HOW TO COMPLETE THIS TASK. Once you find the line containing "Enumerate all text", please retype it and every line after it to the end of the entries, exactly and with nothing added.

(Saved entries)
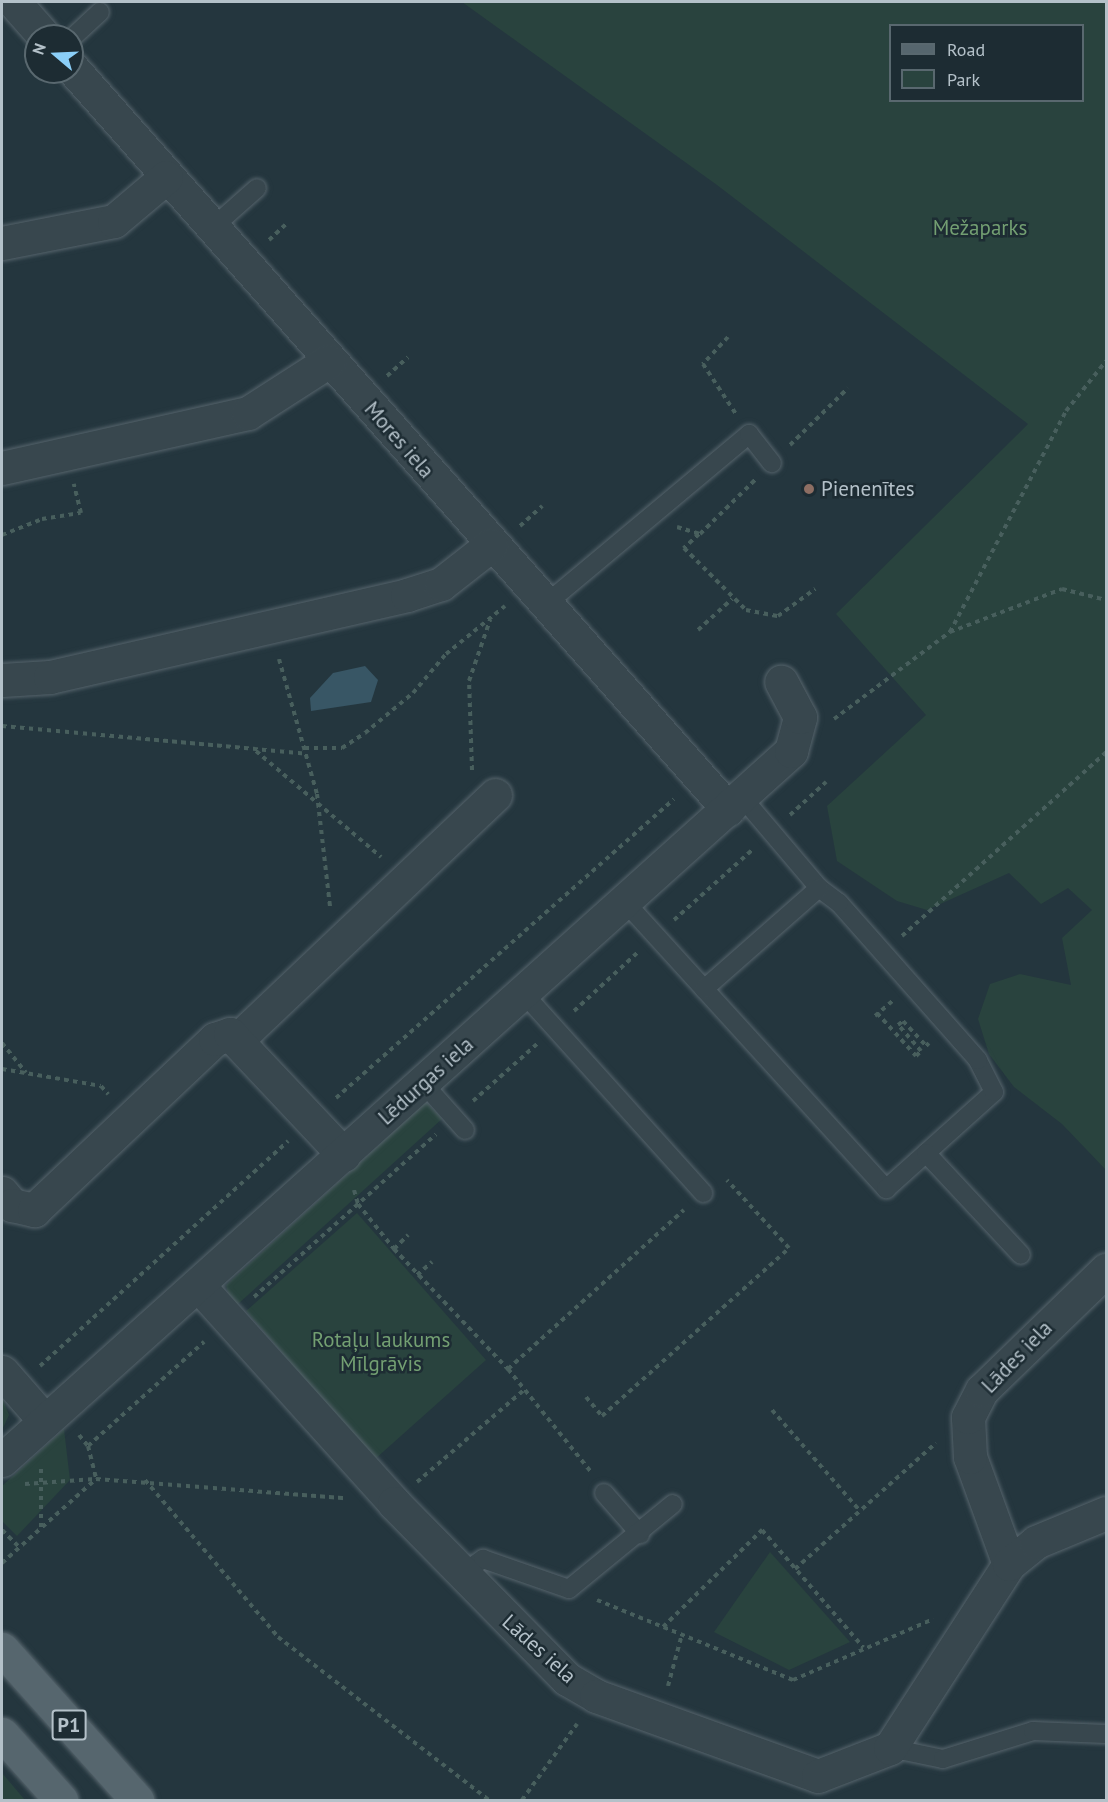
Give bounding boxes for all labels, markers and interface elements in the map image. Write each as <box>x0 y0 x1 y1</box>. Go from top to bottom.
north arrow <box>24 24 84 84</box>
legend <box>889 24 1084 102</box>
text: Road <box>947 38 985 61</box>
text: N <box>28 41 50 57</box>
text: Park <box>947 68 980 91</box>
park label: Mežaparks <box>933 215 1027 241</box>
street label: Mores iela <box>359 397 439 483</box>
place label: Pienenītes <box>821 476 915 502</box>
marker: Pienenītes <box>802 482 816 496</box>
street label: Lēdurgas iela <box>373 1032 479 1130</box>
street label: Lādes iela <box>976 1316 1058 1398</box>
park label: Rotaļu laukums Mīlgrāvis <box>312 1327 450 1377</box>
street label: Lādes iela <box>497 1609 581 1689</box>
road number: P1 <box>51 1708 87 1742</box>

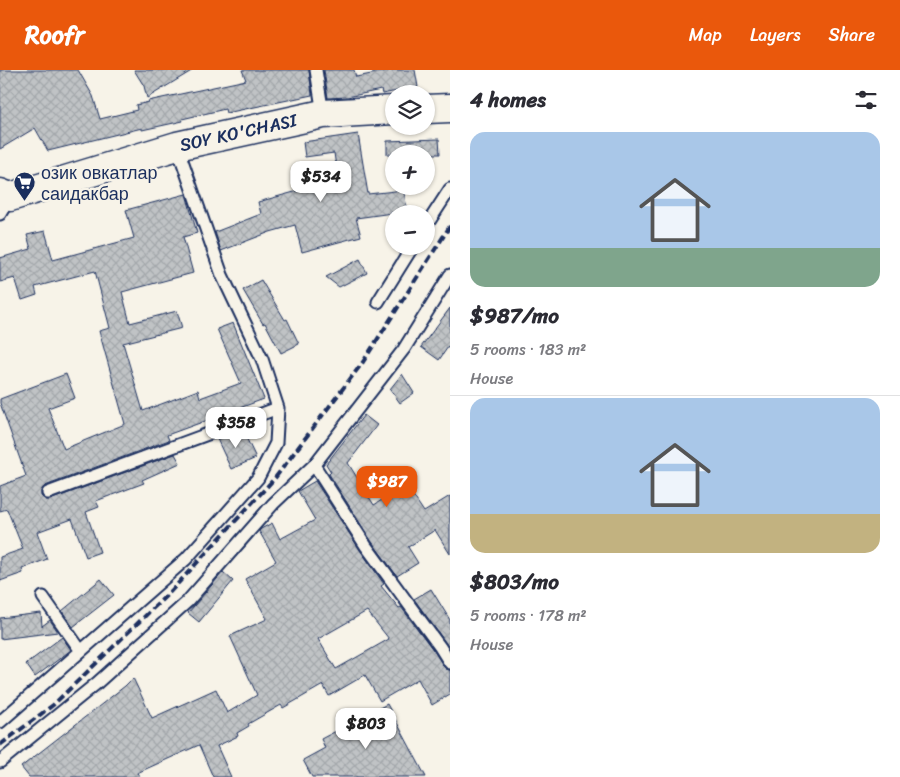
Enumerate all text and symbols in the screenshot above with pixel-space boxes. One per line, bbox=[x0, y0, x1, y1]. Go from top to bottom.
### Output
text: Roofr bbox=[25, 14, 84, 56]
text: Map bbox=[689, 19, 722, 51]
text: Layers bbox=[750, 19, 801, 51]
text: Share bbox=[829, 19, 875, 51]
text: 4 homes bbox=[470, 81, 546, 119]
map controls bbox=[385, 85, 435, 255]
button: layers bbox=[385, 85, 435, 135]
icon: filters bbox=[852, 86, 880, 114]
street label: SOY KO'CHASI bbox=[176, 104, 302, 161]
button: + bbox=[385, 145, 435, 195]
place label: озик овкатлар саидакбар bbox=[41, 157, 158, 210]
pin: $534 bbox=[291, 160, 351, 203]
text: $534 bbox=[301, 162, 341, 191]
icon: home bbox=[630, 165, 720, 255]
supermarket icon: озик овкатлар саидакбар bbox=[13, 171, 37, 202]
button: − bbox=[385, 205, 435, 255]
text: $987/mo bbox=[470, 297, 559, 335]
text: 5 rooms · 183 m² bbox=[470, 335, 586, 364]
text: House bbox=[470, 364, 513, 393]
pin: $358 bbox=[206, 406, 266, 449]
text: $358 bbox=[217, 408, 255, 437]
icon: home bbox=[630, 430, 720, 520]
pin: $987 bbox=[357, 466, 417, 508]
text: $987 bbox=[367, 467, 407, 496]
text: $803/mo bbox=[470, 563, 559, 601]
text: 5 rooms · 178 m² bbox=[470, 601, 587, 630]
text: House bbox=[470, 630, 513, 659]
pin: $803 bbox=[336, 708, 396, 750]
text: $803 bbox=[346, 709, 386, 738]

ANSWER AREA.
Enumerate all text and symbols in the screenshot above with pixel-space boxes. One per line, bbox=[x0, y0, x1, y1]. Go from top to bottom.
### Output
text: Roofr bbox=[25, 14, 84, 56]
text: Map bbox=[689, 19, 722, 51]
text: Layers bbox=[750, 19, 801, 51]
text: Share bbox=[829, 19, 875, 51]
text: 4 homes bbox=[470, 81, 546, 119]
map controls bbox=[385, 85, 435, 255]
button: layers bbox=[385, 85, 435, 135]
icon: filters bbox=[852, 86, 880, 114]
street label: SOY KO'CHASI bbox=[176, 104, 302, 161]
button: + bbox=[385, 145, 435, 195]
place label: озик овкатлар саидакбар bbox=[41, 157, 158, 210]
pin: $534 bbox=[291, 160, 351, 203]
text: $534 bbox=[301, 162, 341, 191]
icon: home bbox=[630, 165, 720, 255]
supermarket icon: озик овкатлар саидакбар bbox=[13, 171, 37, 202]
button: − bbox=[385, 205, 435, 255]
text: $987/mo bbox=[470, 297, 559, 335]
text: 5 rooms · 183 m² bbox=[470, 335, 586, 364]
text: House bbox=[470, 364, 513, 393]
pin: $358 bbox=[206, 406, 266, 449]
text: $358 bbox=[217, 408, 255, 437]
icon: home bbox=[630, 430, 720, 520]
pin: $987 bbox=[357, 466, 417, 508]
text: $987 bbox=[367, 467, 407, 496]
text: $803/mo bbox=[470, 563, 559, 601]
text: 5 rooms · 178 m² bbox=[470, 601, 587, 630]
text: House bbox=[470, 630, 513, 659]
pin: $803 bbox=[336, 708, 396, 750]
text: $803 bbox=[346, 709, 386, 738]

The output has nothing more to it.